[Extracted data Boundary: Start]

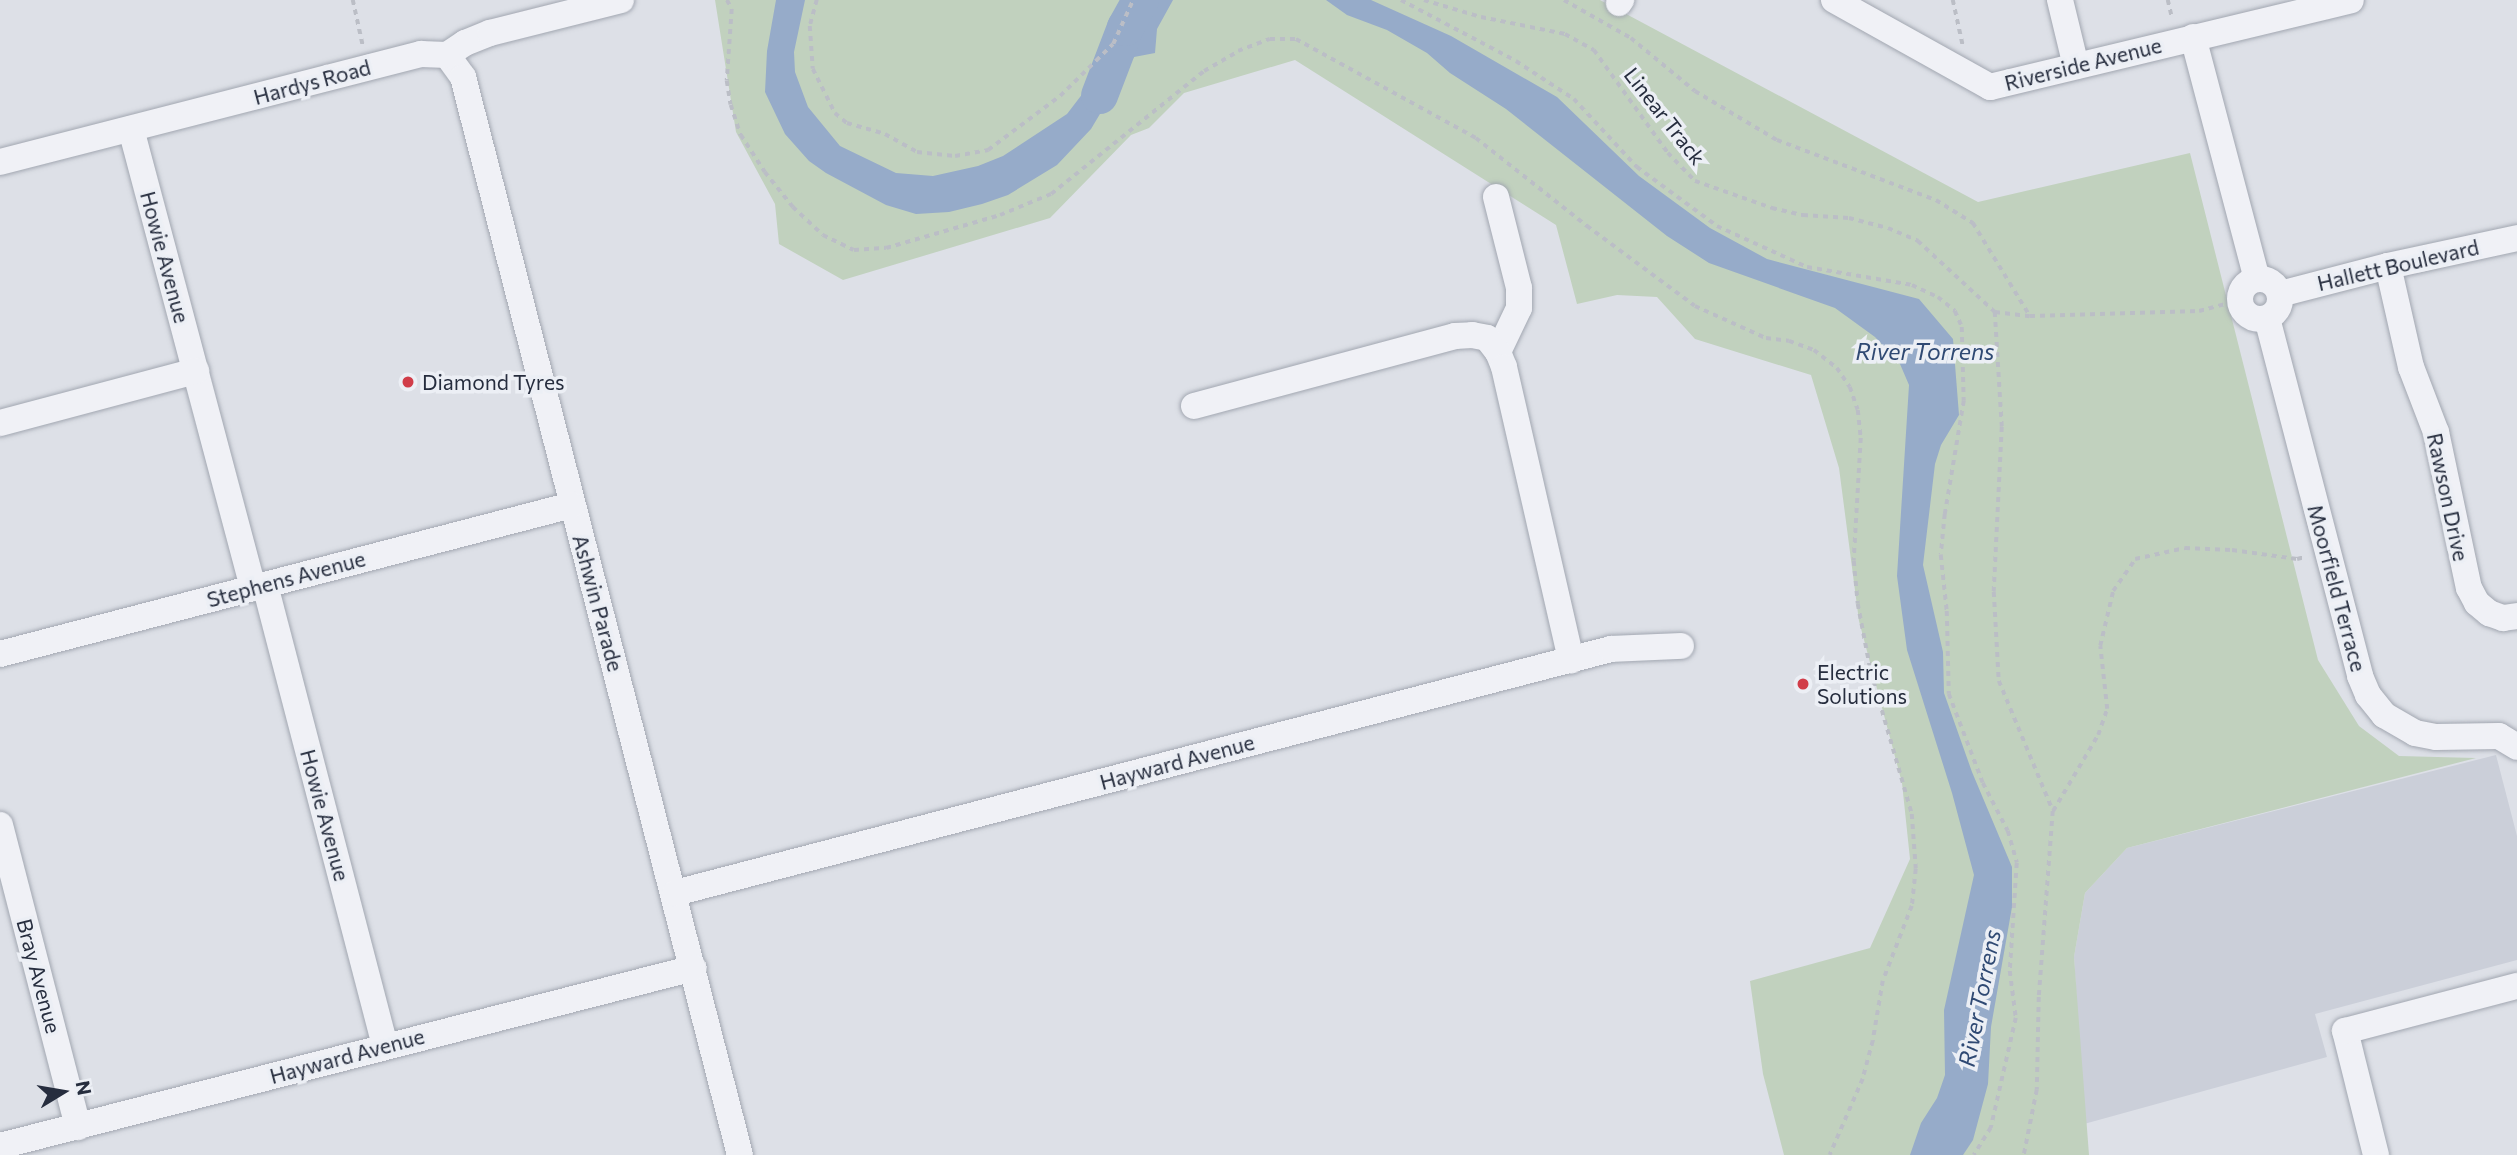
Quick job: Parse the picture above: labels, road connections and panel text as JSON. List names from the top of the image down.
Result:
{
  "streets": {
    "street": [
      "Riverside Avenue",
      "Hardys Road",
      "Howie Avenue",
      "Hallett Boulevard",
      "Rawson Drive",
      "Stephens Avenue",
      "Moorfield Terrace",
      "Ashwin Parade",
      "Hayward Avenue",
      "Bray Avenue"
    ],
    "path": ["Linear Track"]
  },
  "crossings": [
    ["Hardys Road", "Howie Avenue"],
    ["Hardys Road", "Ashwin Parade"],
    ["Howie Avenue", "Stephens Avenue"],
    ["Howie Avenue", "Hayward Avenue"],
    ["Hallett Boulevard", "Rawson Drive"],
    ["Hallett Boulevard", "Moorfield Terrace"],
    ["Stephens Avenue", "Ashwin Parade"],
    ["Ashwin Parade", "Hayward Avenue"],
    ["Hayward Avenue", "Bray Avenue"]
  ],
  "water": ["River Torrens"],
  "places": ["Diamond Tyres", "Electric Solutions"],
  "north": "right"
}
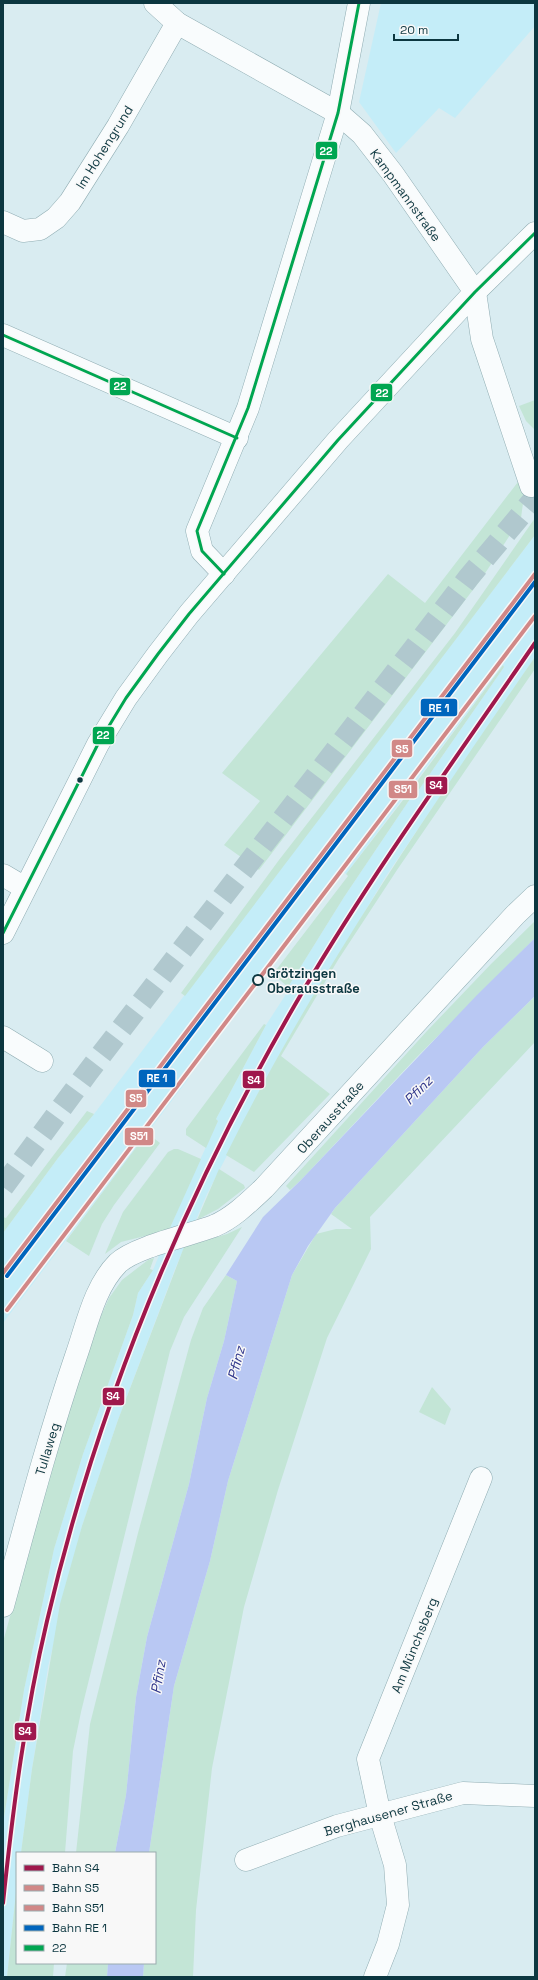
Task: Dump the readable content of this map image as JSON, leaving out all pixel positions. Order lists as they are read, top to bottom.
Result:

[Extracted data Boundary: End]

**What is expected**
Each line of the data above containing the string "image" is to be copied.

**Solution for this exercise**
Quick job: Parse the picture above: labels, road connections and panel text as JSON. List names from the top of the image down.
Task: Dump the readable content of this map image as JSON, leaving out all pixel positions. Order lists as they are read, top to bottom.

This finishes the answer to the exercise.